:: The problem ::
Take each line of the data that contains the string "canvas" and copy it.

:: Records for this task ::

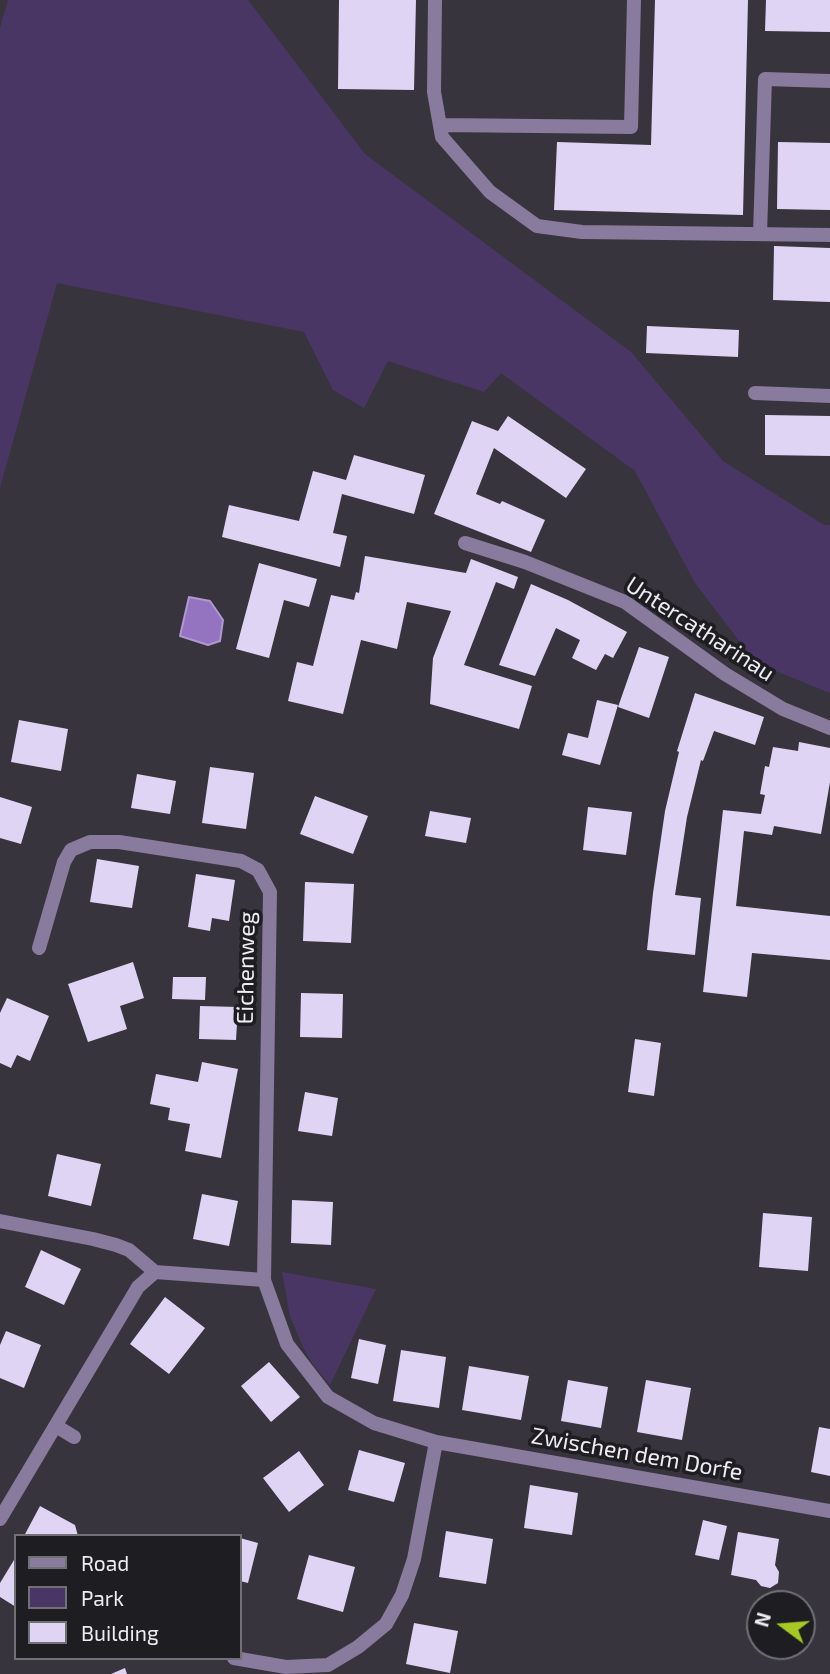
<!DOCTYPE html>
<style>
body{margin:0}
#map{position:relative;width:830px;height:1674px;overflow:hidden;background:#38343d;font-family:"Exo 2",sans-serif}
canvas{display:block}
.legend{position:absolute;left:14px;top:1534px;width:228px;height:126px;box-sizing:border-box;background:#1e1d21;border:2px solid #717075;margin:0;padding:9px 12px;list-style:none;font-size:21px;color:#eeecf2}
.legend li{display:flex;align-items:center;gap:14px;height:35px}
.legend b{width:35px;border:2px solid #717075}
.north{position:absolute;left:746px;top:1590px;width:70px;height:70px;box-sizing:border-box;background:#1e1d21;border:2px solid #717075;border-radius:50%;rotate:286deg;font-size:19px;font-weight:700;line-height:28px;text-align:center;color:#eeecf2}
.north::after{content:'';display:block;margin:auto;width:24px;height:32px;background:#a5c823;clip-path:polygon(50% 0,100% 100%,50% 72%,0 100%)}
</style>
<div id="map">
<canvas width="830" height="1674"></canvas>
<ul class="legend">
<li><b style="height:9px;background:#887b9d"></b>Road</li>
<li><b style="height:19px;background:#4a3665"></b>Park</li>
<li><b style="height:19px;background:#e0d4f5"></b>Building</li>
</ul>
<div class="north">N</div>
</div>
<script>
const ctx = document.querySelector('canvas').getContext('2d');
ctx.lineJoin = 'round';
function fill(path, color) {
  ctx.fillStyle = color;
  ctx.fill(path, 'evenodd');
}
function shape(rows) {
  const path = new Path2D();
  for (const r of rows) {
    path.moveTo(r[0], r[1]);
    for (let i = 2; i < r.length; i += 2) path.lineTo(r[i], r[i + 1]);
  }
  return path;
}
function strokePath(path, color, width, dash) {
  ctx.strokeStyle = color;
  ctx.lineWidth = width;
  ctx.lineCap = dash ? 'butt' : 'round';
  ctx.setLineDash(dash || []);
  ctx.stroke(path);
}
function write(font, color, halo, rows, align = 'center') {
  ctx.font = font + ' "Exo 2",sans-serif';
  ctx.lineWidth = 7;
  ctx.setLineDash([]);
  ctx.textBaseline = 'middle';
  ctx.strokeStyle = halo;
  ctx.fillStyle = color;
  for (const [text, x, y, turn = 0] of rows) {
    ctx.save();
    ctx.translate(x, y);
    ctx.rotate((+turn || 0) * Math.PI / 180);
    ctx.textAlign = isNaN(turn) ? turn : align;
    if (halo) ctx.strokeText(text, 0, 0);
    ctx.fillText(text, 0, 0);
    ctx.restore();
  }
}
const green = shape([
 [8,0,248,0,365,154,631,352,723,461,824,525,830,525,830,693,756,663,695,583,635,471,501,373,484,392,388,361,364,408,333,390,304,332,57,283,0,488,0,28],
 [282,1272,376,1289,330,1385,312,1363,303,1347,290,1316]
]);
const water = shape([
 [189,597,210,601,223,620,220,641,208,645,180,636,189,597]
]);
const building = shape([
 [339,0,416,0,414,90,338,89],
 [655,0,748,0,743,215,554,210,557,142,651,145],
 [766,0,830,0,830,32,765,31],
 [778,142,830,143,830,210,777,209],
 [774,246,830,248,830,302,773,300],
 [647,326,739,330,738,357,646,353],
 [765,415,830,416,830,456,765,455],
 [508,416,586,469,566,498,494,448,476,494,500,504,502,501,545,520,531,552,434,514,472,421,498,431],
 [354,455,425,475,414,514,342,494,333,533,347,536,340,567,222,537,229,505,299,521,313,471,346,480],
 [365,556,466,573,471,559,518,577,514,589,496,582,464,665,532,686,519,729,430,704,433,658,451,611,407,602,397,649,361,640,343,714,288,701,297,662,313,666,331,595,354,600,356,592,359,593],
 [259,563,317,579,309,607,284,600,269,658,236,649],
 [531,584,568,600,627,632,613,658,605,654,596,670,572,658,580,640,556,628,535,676,499,665],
 [639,647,669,657,649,718,618,707],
 [695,693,764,717,755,745,714,731,703,761,701,760,687,817,675,895,701,898,695,955,647,950,653,893,665,811,679,752,677,751],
 [597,700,618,705,600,765,562,755,568,733,588,738],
 [19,720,68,729,61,771,11,762],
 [799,742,830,748,830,782,821,834,774,826,772,835,744,831,736,906,830,916,830,960,752,953,747,997,703,992,723,810,761,814,765,795,760,794,765,766,769,767,773,747,798,751],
 [210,767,254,773,246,829,202,823],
 [137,774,176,781,170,814,131,808],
 [315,796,368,816,353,854,300,834],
 [0,797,32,807,21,844,0,838],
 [588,807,632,812,626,855,583,850],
 [430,811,471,818,466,843,425,836],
 [97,859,139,866,132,908,90,902],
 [196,874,235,880,229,921,212,918,210,931,188,927],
 [305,882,354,884,351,943,303,941],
 [133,962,144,998,120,1006,127,1029,88,1042,68,984],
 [173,977,206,977,205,1000,172,999],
 [301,993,343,994,342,1038,300,1037],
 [7,998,49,1016,30,1061,17,1055,11,1068,0,1063,0,1013],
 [200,1006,238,1007,236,1040,199,1039],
 [635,1039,661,1043,654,1096,628,1092],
 [202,1062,238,1069,221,1158,185,1151,190,1124,168,1120,170,1108,150,1104,156,1074,198,1082],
 [305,1092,338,1098,332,1136,298,1131],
 [57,1154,101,1164,91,1206,48,1196],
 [202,1194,238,1201,229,1246,193,1239],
 [292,1200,333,1202,331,1245,291,1243],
 [763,1213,812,1217,808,1271,759,1267],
 [41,1250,81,1269,64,1305,25,1287],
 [165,1297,205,1328,169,1374,130,1344],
 [6,1331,41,1345,24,1388,0,1378,0,1345],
 [359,1339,386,1345,378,1384,351,1378],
 [401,1350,446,1357,439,1408,393,1401],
 [269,1362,300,1397,271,1422,241,1386],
 [469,1366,529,1376,521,1420,462,1410],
 [568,1380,608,1387,601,1428,561,1421],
 [646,1380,691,1388,682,1440,637,1432],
 [819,1427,830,1429,830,1476,811,1472],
 [359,1450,405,1463,394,1502,348,1490],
 [299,1451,324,1485,289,1512,263,1478],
 [530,1485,578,1493,572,1535,524,1528],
 [40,1506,75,1525,78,1536,24,1536],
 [703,1520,727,1526,719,1560,695,1555],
 [446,1531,493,1539,486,1584,439,1577],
 [738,1532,779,1539,775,1565,779,1572,778,1583,770,1588,761,1586,756,1580,731,1575],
 [240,1538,258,1543,248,1583,240,1581],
 [309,1555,355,1567,343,1612,297,1599],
 [14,1560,16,1561,16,1607,0,1597,0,1583],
 [414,1623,458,1631,450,1673,406,1664],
 [125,1668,127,1674,111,1674]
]);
const service = shape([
 [435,0,434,92,442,137,490,192,537,226,582,232,830,235],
 [440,125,631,127,634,0],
 [760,234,765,79,830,81],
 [755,393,830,396]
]);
const minor = shape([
 [465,543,525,562,625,602,725,674,783,709,830,728],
 [39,948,64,862,71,850,90,842,119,842,241,861,258,870,270,892,264,1280,287,1344,328,1397,374,1423,436,1442,830,1511],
 [0,1221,93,1239,116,1245,129,1250,155,1272],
 [56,1426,74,1437],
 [0,1519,138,1287,155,1272,264,1280],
 [234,1658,286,1667,328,1665,358,1647,386,1624,402,1595,414,1559,436,1442]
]);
const streetNames = [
 ["Untercatharinau",700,629,33],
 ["Eichenweg",246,968,-89],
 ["Zwischen dem Dorfe",637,1454,10]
];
fill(green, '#4a3665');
fill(water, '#9474c1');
strokePath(water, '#af98d0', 2);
fill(building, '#e0d4f5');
strokePath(service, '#887b9d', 14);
strokePath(minor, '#887b9d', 14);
write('23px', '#eeecf2', '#1e1d21', streetNames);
</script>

:: Reply ::
canvas{display:block}
<canvas width="830" height="1674"></canvas>
const ctx = document.querySelector('canvas').getContext('2d');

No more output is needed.